Could conveyancers be responsible for accuracy of seller's answers in Conveyancing Questionnaires ?

The issue of liability for misinformation within the PIQ ragged on this week with the Housing Minister being asked about the extent of an estate agents liability. If agents know that the answers were untrue, could the agent be in breach of consumer law?

John Healey suggests that Estate Agents may be liable as part of a reply to MP Robert Neill, who asked whether agents are liable for misleading omissions in PIQs under HIP legislation, and whether agents were responsible for checking the information.

The Housing Minister said they were not liable under HIPs law for PIQs, as long as the agent “believed on reasonable grounds” that the documents complied. No news there then !

The most interesting point that Healy raised was when he added: “An estate agent could be in breach of the Consumer Protection Regulations (CPRs) if he failed to act on information in the PIQ which he knew to be inaccurate or untruthful, because they are required by the CPRs to act in accordance with honest market practice and good faith.”
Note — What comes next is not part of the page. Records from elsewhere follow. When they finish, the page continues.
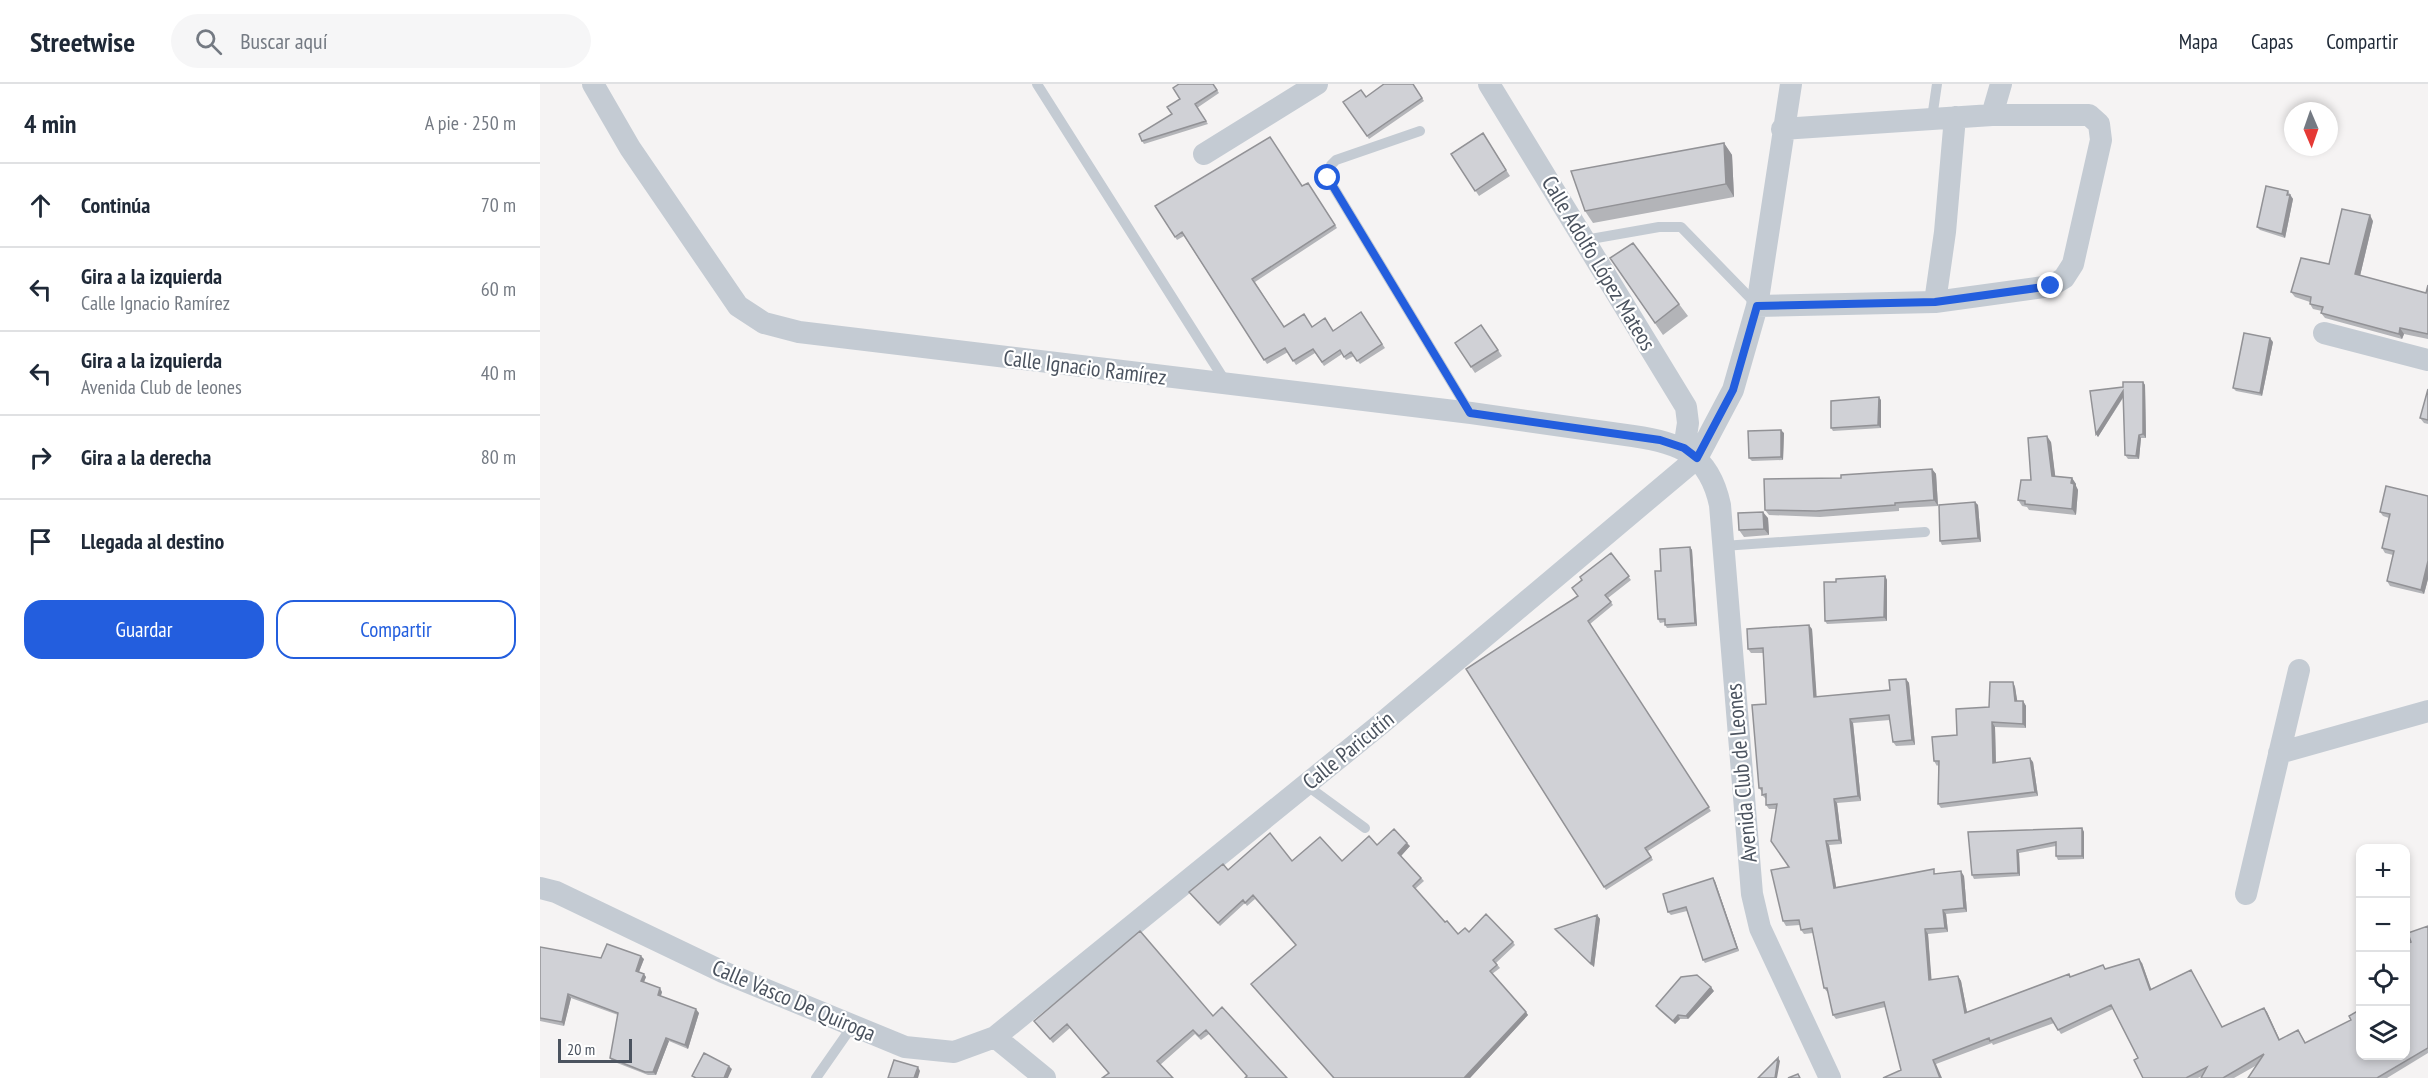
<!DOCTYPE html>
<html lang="es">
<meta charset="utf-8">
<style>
:root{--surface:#fff;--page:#f6f6f7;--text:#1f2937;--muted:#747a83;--line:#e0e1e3;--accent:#235ede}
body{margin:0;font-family:"PT Sans Narrow",sans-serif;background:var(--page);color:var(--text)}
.controls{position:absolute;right:18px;bottom:18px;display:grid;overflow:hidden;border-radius:12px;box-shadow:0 3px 9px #0003}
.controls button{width:54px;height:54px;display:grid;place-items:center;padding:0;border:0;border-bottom:2px solid var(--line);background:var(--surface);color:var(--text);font:30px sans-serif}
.compass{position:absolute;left:1744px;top:18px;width:54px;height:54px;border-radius:50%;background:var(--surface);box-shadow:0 3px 9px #0003;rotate:178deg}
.scale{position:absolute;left:18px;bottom:15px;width:74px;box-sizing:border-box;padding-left:6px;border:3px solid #4b535f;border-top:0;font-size:16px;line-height:21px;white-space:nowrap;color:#4b535f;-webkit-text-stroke:4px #fff;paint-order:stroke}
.stop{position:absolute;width:18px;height:18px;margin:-14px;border:4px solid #235ede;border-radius:50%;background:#fff}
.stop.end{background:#235ede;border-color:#fff;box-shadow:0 2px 6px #0008}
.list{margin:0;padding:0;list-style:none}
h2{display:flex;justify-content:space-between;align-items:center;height:78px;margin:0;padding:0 24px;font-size:26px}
h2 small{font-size:20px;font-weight:400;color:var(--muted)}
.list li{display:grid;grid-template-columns:39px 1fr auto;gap:18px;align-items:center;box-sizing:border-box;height:84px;padding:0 24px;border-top:2px solid var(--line)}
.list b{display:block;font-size:22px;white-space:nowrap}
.list p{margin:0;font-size:20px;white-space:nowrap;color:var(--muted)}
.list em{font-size:20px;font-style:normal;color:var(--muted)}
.actions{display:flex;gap:12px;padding:18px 24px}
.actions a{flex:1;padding:14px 0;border:2px solid var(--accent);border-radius:18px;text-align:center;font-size:21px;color:var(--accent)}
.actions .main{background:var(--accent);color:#fff}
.icon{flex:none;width:33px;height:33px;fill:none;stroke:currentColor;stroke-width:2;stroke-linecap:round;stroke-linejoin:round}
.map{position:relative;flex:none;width:1888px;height:994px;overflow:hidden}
header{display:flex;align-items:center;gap:36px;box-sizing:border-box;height:84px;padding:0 30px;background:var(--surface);border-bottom:2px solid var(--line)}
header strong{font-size:28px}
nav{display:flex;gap:33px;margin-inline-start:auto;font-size:21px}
.search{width:420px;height:54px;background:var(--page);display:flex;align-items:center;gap:15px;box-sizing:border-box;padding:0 21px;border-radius:33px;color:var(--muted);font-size:22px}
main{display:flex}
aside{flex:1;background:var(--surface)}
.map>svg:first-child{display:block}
</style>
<header>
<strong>Streetwise</strong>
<div class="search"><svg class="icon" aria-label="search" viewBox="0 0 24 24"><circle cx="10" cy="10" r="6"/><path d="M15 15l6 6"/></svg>Buscar aquí</div>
<nav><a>Mapa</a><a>Capas</a><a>Compartir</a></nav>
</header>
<main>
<aside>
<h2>4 min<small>A pie · 250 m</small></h2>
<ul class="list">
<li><svg class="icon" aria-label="ahead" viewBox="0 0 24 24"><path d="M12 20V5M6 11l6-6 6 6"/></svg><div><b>Continúa</b></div><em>70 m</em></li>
<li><svg class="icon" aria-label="left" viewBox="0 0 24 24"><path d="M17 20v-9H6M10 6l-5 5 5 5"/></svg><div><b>Gira a la izquierda</b><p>Calle Ignacio Ramírez</p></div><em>60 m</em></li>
<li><svg class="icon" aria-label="left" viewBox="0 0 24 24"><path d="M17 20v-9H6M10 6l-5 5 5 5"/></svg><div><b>Gira a la izquierda</b><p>Avenida Club de leones</p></div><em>40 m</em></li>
<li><svg class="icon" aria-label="right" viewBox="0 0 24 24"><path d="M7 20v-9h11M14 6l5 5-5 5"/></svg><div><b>Gira a la derecha</b></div><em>80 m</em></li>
<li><svg class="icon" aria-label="arrive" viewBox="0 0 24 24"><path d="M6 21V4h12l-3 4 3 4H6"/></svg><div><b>Llegada al destino</b></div></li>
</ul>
<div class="actions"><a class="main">Guardar</a><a>Compartir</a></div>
</aside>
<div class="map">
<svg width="1888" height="994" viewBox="0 0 1888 994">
<rect width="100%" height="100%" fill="#f5f3f3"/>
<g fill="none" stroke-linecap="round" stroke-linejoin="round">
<!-- lane -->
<path stroke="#c4cbd3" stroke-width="10" d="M497 0 687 300
M1392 34 1397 0
M880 47 796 76 791 81 788 94 930 329
M1045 156 1119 143H1141L1217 221
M1183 462 1385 448
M766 701 825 744
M276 994 313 941"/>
<!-- street -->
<path stroke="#c4cbd3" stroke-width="22" d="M53 0 90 64 198 222 224 239 259 248 931 329 1093 352C1141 359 1169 370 1180 421L1212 810 1220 844 1290 994
M949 0 1146 323 1148 339 1144 365
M1242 45 1452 31 1461 0
M664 70 777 0
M1395 218 1511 202 1524 194 1533 180 1561 56 1559 40 1549 31H1452
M1217 222 1395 218 1405 148 1415 33
M1784 249 1888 276
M1739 669 1888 627
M0 804 16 808 183 888 365 963 414 968 455 953 842 639 1157 374 1193 306 1217 222 1251 0
M1706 810 1759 586
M455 953 505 994"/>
</g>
<!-- wall -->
<path fill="#b3b4b8" d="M673 0 679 9 657 24 668 40 604 60 602 57 632 30Z
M873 0 884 17 829 55 803 18 826 13Z
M943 49 970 92 939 112 911 70Z
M1184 59 1192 71 1194 113 1053 139 1045 127Z
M768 99 797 144 715 198 744 243H772L793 247 821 228 845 264 820 280 814 272 806 276 802 270 784 282 775 269 756 281 748 268 727 280 644 152 637 156 615 122 763 102Z
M1748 107 1753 115 1745 154 1720 146 1717 143Z
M1833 137 1820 192 1886 209 1888 201V255L1864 250 1862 255 1785 234 1781 229 1782 227 1773 225 1770 220V218L1755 213 1751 208 1789 180Z
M1070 174 1139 220 1148 232 1123 251Z
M941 241 962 272 935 289 915 259Z
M1733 258 1722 312 1696 307 1693 304Z
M1603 298 1605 301 1606 354H1601L1599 375H1588L1585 371 1583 314 1558 353 1556 350 1583 303Z
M1888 305V340L1884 339 1880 334Z
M1341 316V344L1293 347 1291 344Z
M1244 349 1243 376 1212 377 1209 374Z
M1511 358 1515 392 1532 394 1536 400V402L1538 406 1536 431 1489 426 1487 423 1482 422 1478 416 1491 396Z
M1392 385 1396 390 1398 422 1359 424V427L1280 433 1229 431 1225 426 1301 394Z
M1888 412V495L1884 510 1850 502 1847 497 1853 471 1845 469 1842 464 1849 434 1843 432 1840 428Z
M1435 418 1438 421 1441 458 1402 461 1400 457Z
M1228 434 1229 451 1204 453 1199 446Z
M1150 463 1152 466 1157 542 1127 544 1125 541V538L1120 539 1118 535 1121 487Z
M1071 469 1091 496 1068 514 1073 521 1050 540 1171 727 1108 767 1113 776 1066 806 926 585 1038 512Z
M1345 492 1347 496V537L1287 540 1285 537 1296 498Z
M1272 545 1276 613 1350 606 1366 595 1369 599 1375 661 1356 662 1353 658 1350 636 1313 639 1321 717 1297 719 1302 760 1289 761 1296 803 1397 790 1424 792 1427 828 1406 830 1408 848 1388 850 1391 896 1418 892 1421 897 1427 928 1529 890 1531 893 1566 885 1602 879 1611 905 1651 886 1682 943 1724 924 1727 928 1740 956 1758 946 1766 959 1811 936 1821 925V972L1871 858 1888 842V969L1847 994H1708L1717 981 1694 994H1661L1662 992 1658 994H1603L1598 974 1573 925 1521 950 1514 939 1453 961 1452 959 1396 980 1361 986 1345 923 1296 935 1293 931 1288 909 1284 904 1273 849 1264 850 1261 846 1260 841 1246 842 1243 837 1249 783 1236 725H1229L1226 721V715L1222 711V708L1219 704 1226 620 1223 569H1211L1208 565Z
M1473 598 1475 603 1477 617H1483L1486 622V644L1455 643 1456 679 1493 678 1498 712 1401 724 1398 720V681L1397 682 1394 677 1417 651 1449 623Z
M1542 744 1544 748V775L1518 776 1516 772V762L1479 769 1480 792 1434 795 1432 791 1428 748Z
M837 761 870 762 861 772 884 797 875 805 905 838 918 850 929 848 973 858 975 861 956 879 960 884 952 890 988 931 930 994H793L711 900 756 861 715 815 707 822 705 819 680 842 649 808 688 786 752 777H802Z
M1173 794 1175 797 1199 867 1165 879 1163 876 1147 827 1131 831 1128 828Z
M1057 831 1060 835 1054 883 1015 845Z
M0 863 61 874 104 875 99 888 106 893 104 898 122 908 121 912 159 929 148 965 129 957 116 991H108L72 977 70 974 78 931 31 914 24 942 0 937Z
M1174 907 1148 935H1140L1135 940 1119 926 1116 922Z
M673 932 747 994 707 992 669 950 661 956 655 950 620 981 568 989 530 944 513 959 494 937Z"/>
<!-- shaded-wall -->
<path fill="#929296" d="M1184 59 1192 71 1194 113 1186 100Z
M1750 111 1753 115 1745 154 1742 150Z
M1830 131 1833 137 1819 196 1815 190Z
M1860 244 1864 250 1862 255 1859 250Z
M1730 254 1733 258 1722 312 1720 309Z
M1603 298 1605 301 1606 354 1603 350Z
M1583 307 1585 310 1558 353 1556 350Z
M1339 313 1341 316V344L1338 341Z
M1241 346 1244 349 1243 376 1241 373Z
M1599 351 1601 354 1599 375 1596 372Z
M1507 352 1511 358 1516 398 1512 392Z
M1392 385 1396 390 1398 422 1394 416Z
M1532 394 1536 400V402L1538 406 1536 431 1532 425Z
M1435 418 1438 421 1441 458 1438 454Z
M1223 428 1228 434 1229 451 1224 445Z
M1150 463 1152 466 1157 542 1155 539Z
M1888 477V495L1884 510 1881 506Z
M1345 492 1347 496V537L1344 533Z
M1269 541 1272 545 1277 617 1274 613Z
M1366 595 1369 599 1375 661 1372 656Z
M1473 598 1475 603 1478 621 1475 617Z
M1483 617 1486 622V644L1483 640Z
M1310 635 1313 639 1321 717 1318 712Z
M1452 638 1455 643 1456 683 1453 679Z
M1490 674 1493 678 1498 712 1495 708Z
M1294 715 1297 719 1302 760 1299 756Z
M1542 744 1544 748V775L1542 772Z
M1286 757 1289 761 1297 808 1294 804Z
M867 759 870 762 861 772 858 769Z
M1477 766 1479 769 1480 792 1478 789Z
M1421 787 1424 792 1427 828 1424 824Z
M1173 794 1175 797 1199 867 1197 864Z
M1403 826 1406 830 1408 848 1405 844Z
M1057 831 1060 835 1054 883 1051 880Z
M1385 845 1388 850 1392 901 1389 896Z
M101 872 104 875 98 890 96 887Z
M1599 875 1602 879 1613 910 1610 906Z
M104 890 106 893 103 900 101 897Z
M1418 892 1421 897 1428 933 1425 929Z
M1171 903 1174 907 1148 935 1146 932Z
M120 904 122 908 120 914 118 911Z
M28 910 31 914 24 942 22 938Z
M1724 924 1727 928 1742 961 1739 956Z
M156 925 159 929 148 965 145 961Z
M986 928 988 931 930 994H924Z
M1138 931 1140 935 1135 940 1133 937Z
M126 954 129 957 116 991 113 988Z
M1238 974 1240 977 1237 994H1235Z
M1393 976 1396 980 1402 994H1400Z
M189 982 192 985 188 994H184Z
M378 983 380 987 378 994H374Z"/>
<!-- building -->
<path fill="#d0d1d6" stroke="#929296" stroke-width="1.5" d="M639 0H673L677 6 655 20 666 37 602 57 599 50 632 30 627 23 640 15 633 4Z
M844 0H873L882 14 827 52 803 18 821 6 826 13Z
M943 49 966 86 935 107 911 70Z
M730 53 762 102 768 99 795 141 712 195 744 243 764 230 772 243 785 234 793 247 821 228 842 260 817 277 811 268 804 273 800 266 782 278 773 265 753 277 745 264 724 276 642 148 635 153 615 122Z
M1184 59 1186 100 1045 127 1031 87Z
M1726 102 1748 107 1747 111H1750L1742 150 1717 143Z
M1802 125 1830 131 1815 190 1886 209 1888 201V250L1860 244 1859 250 1781 229 1783 223 1770 220 1771 213 1751 208 1761 174 1789 180Z
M1093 159 1139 220 1115 239 1070 174Z
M941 241 958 266 931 283 915 259Z
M1704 249 1730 254 1720 309 1693 304Z
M1583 298H1603V350L1599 351 1596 372 1585 371 1583 307 1556 350 1550 307 1583 303Z
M1888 305V336L1880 334Z
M1339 313 1338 341 1291 344V317Z
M1241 346V373L1209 374 1208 347Z
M1507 352 1512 392 1532 394 1531 399 1534 400 1532 425 1485 420V417L1478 416 1481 396H1491L1488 354Z
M1392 385 1394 416 1355 419V421L1276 427 1225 426 1224 395 1301 394V391Z
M1846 402 1888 412V477L1881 506 1847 497 1854 467 1842 464 1850 430 1840 428Z
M1435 418 1438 454 1400 457 1399 421Z
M1223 428 1224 445 1199 446 1198 429Z
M1150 463 1155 539 1125 541V535H1118L1115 487H1121L1120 465Z
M1071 469 1089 492 1065 511 1071 518 1048 537 1169 723 1105 764 1111 773 1064 803 926 585 1038 512 1032 504 1042 496 1040 493Z
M1345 492 1344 533 1285 537 1284 498H1296V495Z
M1269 541 1274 613 1350 606 1349 596 1366 595 1372 656 1353 658 1349 631 1310 635 1318 712 1294 715 1299 756 1286 757 1294 804 1394 785V790L1421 787 1424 824 1403 826 1405 844 1385 845 1389 896 1418 892 1425 929 1529 890 1530 893 1563 881 1565 885 1599 875 1610 906 1651 886 1682 943 1724 924 1739 956 1758 946 1765 959 1811 936 1809 932 1821 925V972H1866V860L1871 858 1868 849 1888 842V964L1837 994H1708L1724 970 1683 994H1661L1667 983 1646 994H1603L1594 976 1598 974 1571 921 1518 946 1511 934 1450 957 1449 954 1393 976 1400 994H1343L1361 986 1344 918 1293 931 1287 904H1284L1272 844 1261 846 1259 836 1243 837 1231 786 1249 783 1231 757 1237 720 1226 721V710L1222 711V704H1219L1212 621 1226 620 1223 564 1208 565 1207 545Z
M1450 598H1473L1475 617H1483V640L1452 638 1453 679 1490 674 1495 708 1398 720 1399 677H1394L1392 653 1417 651 1416 625 1449 623Z
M1542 744V772H1516V758L1477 766 1478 789 1432 791 1428 748Z
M854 745 867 759 858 769 881 794 873 802 905 838 907 837 918 850 925 844 929 848 946 830 973 858 953 876 957 881 950 887 986 928 924 994H794L711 900 756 861 713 811 705 819 703 816 678 839 649 808 683 780 688 786 730 749 752 777 780 753 802 777 829 752 837 761Z
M1173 794 1197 864 1163 876 1146 823 1128 828 1123 810Z
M1057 831 1051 880 1015 845Z
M600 847 673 932 682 923 747 994H705L707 992 666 946 659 952 653 946 617 977 633 994H562L569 989 527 940 510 955 494 937Z
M67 860 101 872 96 887 104 890 101 897 120 904 118 911 156 925 145 961 126 954 113 988H105L70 974 78 929 28 910 22 938 0 934V863L61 874Z
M1157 891 1171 903 1146 932 1138 931 1133 937 1116 922 1141 893Z
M164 969 189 982 184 994H156L152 992Z
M1238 974 1235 994H1218Z
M354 976 378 983 374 994H348Z
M1258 990 1260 994H1248Z"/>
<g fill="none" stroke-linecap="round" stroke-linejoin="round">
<!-- route -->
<path stroke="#235ede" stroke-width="8" d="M788 94 930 329 1120 356 1144 364 1157 374 1193 306 1217 222 1395 218 1511 202"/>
</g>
<g text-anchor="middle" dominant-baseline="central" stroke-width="4.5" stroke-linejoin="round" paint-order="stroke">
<!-- street labels -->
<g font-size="22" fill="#4b535f" stroke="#fff">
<text transform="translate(1059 179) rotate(59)">Calle Adolfo López Mateos</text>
<text transform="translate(545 283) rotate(7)">Calle Ignacio Ramírez</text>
<text transform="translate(808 666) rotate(-39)">Calle Paricutín</text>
<text transform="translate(1201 689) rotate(-95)">Avenida Club de Leones</text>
<text transform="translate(254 916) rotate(23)">Calle Vasco De Quiroga</text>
</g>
</g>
</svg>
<div class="controls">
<button>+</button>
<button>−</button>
<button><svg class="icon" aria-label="locate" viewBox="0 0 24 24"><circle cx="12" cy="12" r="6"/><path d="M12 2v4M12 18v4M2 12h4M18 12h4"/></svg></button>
<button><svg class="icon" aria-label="layers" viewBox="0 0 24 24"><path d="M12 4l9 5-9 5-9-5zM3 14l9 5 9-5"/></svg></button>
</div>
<svg class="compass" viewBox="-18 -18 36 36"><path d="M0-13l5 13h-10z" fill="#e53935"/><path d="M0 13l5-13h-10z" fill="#747a83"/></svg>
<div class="scale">20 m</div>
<div class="stop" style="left:788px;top:94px"></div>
<div class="stop end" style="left:1511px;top:202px"></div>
</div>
</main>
If the Housing Minister is correct in his interpretation of CPRs this could have greater implications than agents being sued for misinformation within the PIQ. If the CPR’s extended to information in the Sellers Property Information questionnaire or other conveyancing questionnaires then conveyancing solicitors and property lawyers alike could be held liable for misinformation where the lawyer know the information was inaccurate. The financial implication are far greater here than the losses resulting form an inaccurate PIQ.